# Prompt
For each line of the data below that holds "center", copy the line.

# Record set
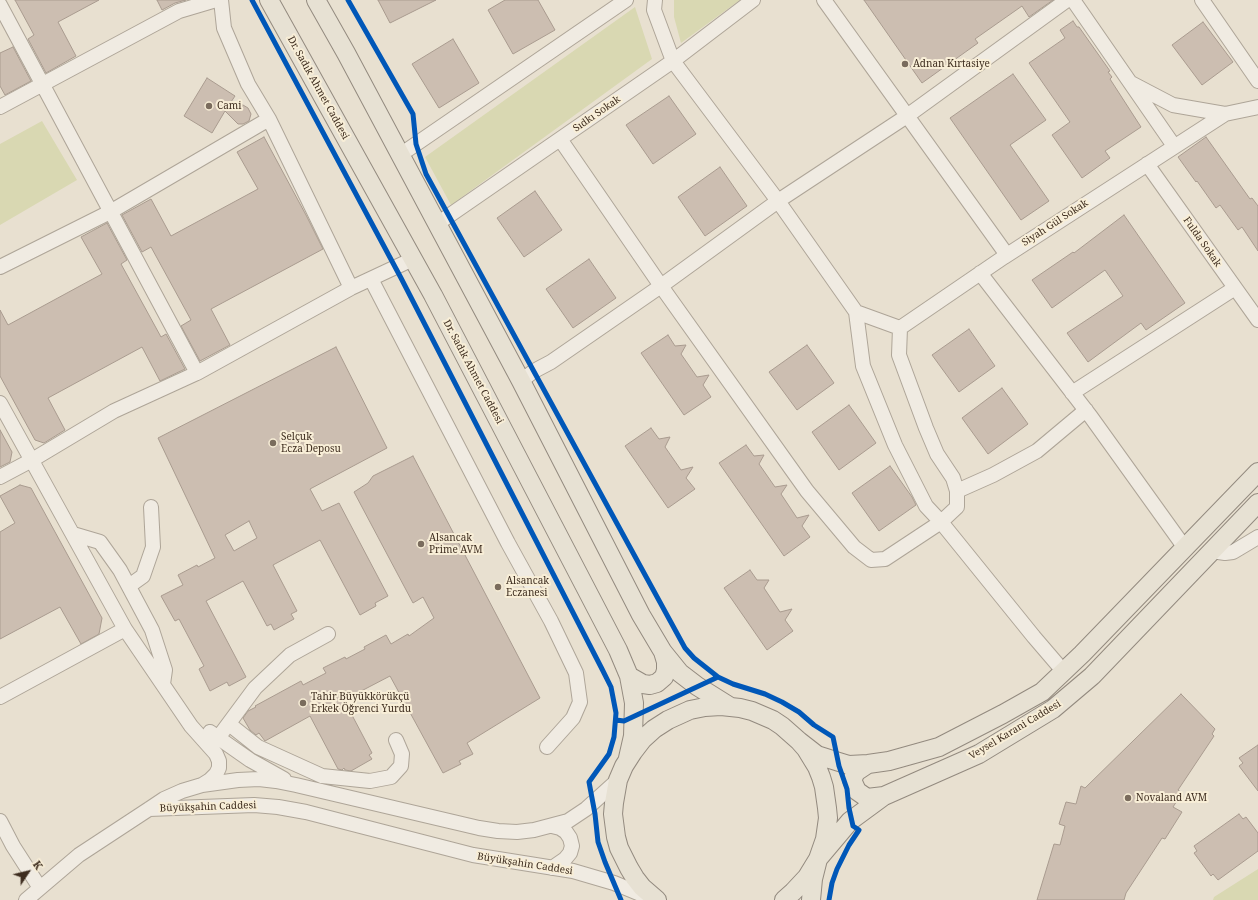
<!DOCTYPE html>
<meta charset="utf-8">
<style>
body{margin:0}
#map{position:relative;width:1258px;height:900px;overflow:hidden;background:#e8e0d0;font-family:"Noto Serif",serif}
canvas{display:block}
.north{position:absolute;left:8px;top:852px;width:40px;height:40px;-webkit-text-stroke:3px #f8eed7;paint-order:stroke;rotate:55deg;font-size:11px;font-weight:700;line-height:16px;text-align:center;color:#3e2d1f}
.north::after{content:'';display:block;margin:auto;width:14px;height:18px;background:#3e2d1f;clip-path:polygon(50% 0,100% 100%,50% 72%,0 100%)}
</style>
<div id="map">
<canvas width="1258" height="900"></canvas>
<div class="north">K</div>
</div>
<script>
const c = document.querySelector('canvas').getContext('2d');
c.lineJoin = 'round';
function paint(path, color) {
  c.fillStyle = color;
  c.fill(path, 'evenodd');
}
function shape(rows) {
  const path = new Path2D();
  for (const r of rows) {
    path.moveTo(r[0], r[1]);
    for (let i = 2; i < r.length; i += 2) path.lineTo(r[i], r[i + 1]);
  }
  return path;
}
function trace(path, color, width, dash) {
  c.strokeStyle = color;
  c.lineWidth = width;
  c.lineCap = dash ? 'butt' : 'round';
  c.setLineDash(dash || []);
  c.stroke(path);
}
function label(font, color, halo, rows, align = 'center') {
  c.font = font + ' "Noto Serif",serif';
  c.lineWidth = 4;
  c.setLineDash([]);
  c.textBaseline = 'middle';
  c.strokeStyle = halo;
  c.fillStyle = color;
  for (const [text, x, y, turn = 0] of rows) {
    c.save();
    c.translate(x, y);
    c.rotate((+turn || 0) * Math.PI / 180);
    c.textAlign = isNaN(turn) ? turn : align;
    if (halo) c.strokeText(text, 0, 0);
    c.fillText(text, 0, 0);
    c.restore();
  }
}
const green = shape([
 [674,0,740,0,681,43,674,17],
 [635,7,652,59,451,205,425,157],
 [42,121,77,180,0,225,0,144],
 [1258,869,1258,900,1213,900,1214,897]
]);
const building = shape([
 [15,0,99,0,58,22,76,56,46,73,28,39,34,35,15,0],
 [157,0,186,0,175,3,162,10,157,0],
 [378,0,436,0,390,23,378,0],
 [505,0,538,0,555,30,513,54,488,10,505,0],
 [864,0,1053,0,1029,17,1022,6,975,39,978,43,922,83,864,0],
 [1073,21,1077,27,1079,27,1110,71,1108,72,1112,77,1110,79,1141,127,1105,151,1110,158,1082,178,1052,135,1070,122,1029,63,1065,38,1060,30,1073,21],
 [1203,22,1233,62,1202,85,1172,45,1203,22],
 [453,39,479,83,439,108,412,64,453,39],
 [13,47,31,81,5,95,0,86,0,53,13,47],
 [1013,74,1046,120,1010,145,1049,201,1021,220,950,118,1013,74],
 [207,78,235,96,229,105,243,105,248,108,251,114,249,121,243,124,238,124,225,111,212,133,184,116,207,78],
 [669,96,696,134,653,164,626,125,669,96],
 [264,137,306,215,323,249,211,309,230,345,200,361,181,326,191,320,151,247,142,252,122,215,151,199,171,236,258,189,237,152,264,137],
 [1206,137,1250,199,1252,198,1258,206,1258,251,1242,227,1238,230,1220,205,1216,208,1197,181,1196,182,1178,157,1206,137],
 [720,167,747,206,705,236,678,197,720,167],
 [535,191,562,230,524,257,497,218,535,191],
 [1124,215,1185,303,1146,330,1141,323,1088,362,1067,333,1123,296,1105,270,1052,308,1032,280,1073,252,1074,253,1124,215],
 [107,223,127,260,121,264,161,337,166,334,185,369,160,381,142,347,48,398,65,430,44,443,35,440,0,376,0,310,8,325,102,274,81,237,107,223],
 [589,259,616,298,573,328,546,289,589,259],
 [969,329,995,366,959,392,932,355,969,329],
 [668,335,675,346,686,345,681,354,697,377,709,375,703,385,711,397,684,415,641,353,668,335],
 [807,345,834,383,797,410,769,372,807,345],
 [336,347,387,448,310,489,322,511,339,503,388,596,375,603,376,606,360,615,320,540,273,565,297,611,291,614,294,619,274,630,271,624,267,626,243,581,206,601,246,677,229,686,227,682,210,691,199,669,204,666,179,619,175,621,161,596,183,585,178,575,197,565,198,567,215,558,158,438,336,347],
 [249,521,257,538,234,551,225,535,249,521],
 [1002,388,1028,424,988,454,962,418,1002,388],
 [849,405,876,443,839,470,812,432,849,405],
 [651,428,659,439,670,437,665,447,681,470,693,467,686,478,695,489,668,508,625,446,651,428],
 [0,430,12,452,10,462,0,467,0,430],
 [746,445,754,456,764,455,759,464,775,487,787,485,781,494,797,518,809,515,802,526,810,537,784,556,719,463,746,445],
 [413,456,540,698,467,743,473,754,459,761,461,764,443,773,390,676,344,700,372,753,369,755,372,759,351,771,345,770,344,768,342,770,338,769,310,716,265,741,259,733,256,735,250,730,243,718,248,711,256,707,255,706,301,681,303,685,326,673,323,668,345,657,346,659,365,649,364,647,386,635,391,644,408,634,409,636,434,618,423,597,413,603,354,492,368,483,373,476,413,456],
 [890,466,912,497,916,505,879,531,852,493,890,466],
 [20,485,31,488,102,618,99,634,81,644,60,607,0,639,0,532,15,523,0,496,20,485],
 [750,570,757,580,769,580,764,588,780,612,792,609,785,620,793,631,767,650,724,588,750,570],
 [1181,694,1215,729,1212,734,1214,736,1178,790,1182,793,1173,807,1182,812,1165,839,1162,838,1126,893,1124,900,1037,900,1054,844,1060,845,1065,826,1059,824,1066,802,1076,804,1081,786,1085,788,1181,694],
 [1258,745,1258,791,1239,766,1243,763,1239,758,1258,745],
 [1239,814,1243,819,1246,817,1258,833,1258,851,1218,880,1213,874,1211,876,1194,853,1197,851,1194,846,1239,814]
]);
const minor = shape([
 [221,0,224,28,248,84,269,119,351,288],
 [655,0,654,10,673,61,778,201,856,312,863,366,895,445,926,506,941,522,1034,637,1064,672],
 [824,0,1007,255],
 [1073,0,1174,146],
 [1202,0,1258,81],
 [0,5,197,373,351,288,413,259],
 [1131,83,1173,105,1225,114],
 [0,107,179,11,216,0],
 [560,139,661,286,807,491,854,547,871,560,885,559,941,522,957,507,957,491,953,478,937,454,926,428,899,355,900,328],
 [400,155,626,0],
 [1147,164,1258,320],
 [437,224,673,61,753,0],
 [0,267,110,212,269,119],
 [980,273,1091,417,1185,548],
 [371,279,508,543,551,621,576,673,580,702,573,718,547,747],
 [856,312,900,328,1004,257,1225,114,1258,107],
 [521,381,534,371,551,362,661,286,778,201,907,116,1067,0],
 [1072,393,1235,288],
 [0,403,125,629,191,726,216,754,219,761,219,768,216,774,210,780,202,785],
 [0,477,32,460,114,411,197,373],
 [957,491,993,475,1037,451,1086,410],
 [73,534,100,542,120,570,152,630,165,670,163,684],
 [1212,551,1225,553,1233,552,1258,537],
 [129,586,143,576,153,547,151,507],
 [0,697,125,629],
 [229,724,258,747,322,776,370,781,391,777,401,766,402,754,396,740],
 [210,732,250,760,284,779],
 [218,738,255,688,290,655,328,634],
 [149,809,254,805,278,807,306,812,473,855,573,871,614,883,650,898],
 [0,821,13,846,40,888],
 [552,826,560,828,566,832,570,838,572,846,570,853,565,859,552,868],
 [26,900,79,855,149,809,164,799,182,791,202,785,238,780,259,779,276,781,296,785,479,828,498,831,517,832,534,830,568,821,586,809,618,780]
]);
const major = shape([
 [269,0,433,295,618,650,629,676,634,703,633,736,628,758],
 [316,0,346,53,521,381,641,615,663,652,680,673,697,686,729,706],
 [629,676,643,684,650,685,657,683,664,677,666,670,666,662,663,652],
 [799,741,817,755,839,762,849,765,868,764,889,761,939,747,1003,714,1042,692,1082,654,1258,472],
 [868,764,856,772,852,780,857,791,867,798,884,796],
 [657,900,642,887,635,878,629,868,619,848,616,837,613,814,614,803,618,780,624,766,633,752,643,739,654,729,668,720,690,710,705,707,721,706,740,708,752,711,773,720,782,726,799,741,806,749,817,767,821,777,824,787,827,808,828,818,825,839,818,859,807,877,793,892,784,900],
 [811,900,813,879,818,859,850,821,884,796,979,754,1053,709,1092,676,1258,503]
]);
const cycleway = shape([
 [252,0,401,278,602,669,611,687,616,713,614,737,609,754,589,782,595,814,598,842,605,862,621,900],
 [348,0,413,114,416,144,426,174,685,648,694,658,718,677,733,684,765,694,782,702,799,712,814,725,833,737,839,766,847,789,849,808,853,826,859,830,849,845,837,869,832,883,829,900],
 [616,720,624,721,718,677]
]);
const markers = [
 [905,64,4,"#7a6c5d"],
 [209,106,4,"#7a6c5d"],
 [273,443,4,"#7a6c5d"],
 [421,544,4,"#7a6c5d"],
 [498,587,4,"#7a6c5d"],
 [303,703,4,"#7a6c5d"],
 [1128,798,4,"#7a6c5d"]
];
const poiNames = [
 ["Adnan Kırtasiye",913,64],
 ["Cami",217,106],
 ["Selçuk",281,437],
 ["Ecza Deposu",281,449],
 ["Alsancak",429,538],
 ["Prime AVM",429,550],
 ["Alsancak",506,581],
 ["Eczanesi",506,593],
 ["Tahir Büyükkörükçü",311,697],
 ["Erkek Öğrenci Yurdu",311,709],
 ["Novaland AVM",1136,798]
];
const streetNames = [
 ["Dr. Sadık Ahmet Caddesi",318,88,61],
 ["Sıdkı Sokak",597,114,-35],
 ["Siyah Gül Sokak",1055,223,-33],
 ["Fulda Sokak",1202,242,55],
 ["Dr. Sadık Ahmet Caddesi",473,372,62],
 ["Veysel Karani Caddesi",1015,730,-31],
 ["Büyükşahin Caddesi",208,807,-2],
 ["Büyükşahin Caddesi",525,864,9]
];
paint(green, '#d9d8b2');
paint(building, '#ccbeb1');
trace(building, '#a99b8f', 1);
trace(minor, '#aea598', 16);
trace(major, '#938a7f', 20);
trace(minor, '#f0ebe2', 14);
trace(major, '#e7e1d3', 18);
trace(cycleway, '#0057b8', 5);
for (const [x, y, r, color] of markers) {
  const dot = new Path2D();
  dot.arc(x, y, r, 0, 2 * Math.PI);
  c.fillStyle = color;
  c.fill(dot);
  trace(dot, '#f8eed7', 1.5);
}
label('10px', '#3e2d1f', '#f8eed7', poiNames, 'left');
label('10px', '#3e2d1f', '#f8eed7', streetNames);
</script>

# Result of the exercise
.north{position:absolute;left:8px;top:852px;width:40px;height:40px;-webkit-text-stroke:3px #f8eed7;paint-order:stroke;rotate:55deg;font-size:11px;font-weight:700;line-height:16px;text-align:center;color:#3e2d1f}
function label(font, color, halo, rows, align = 'center') {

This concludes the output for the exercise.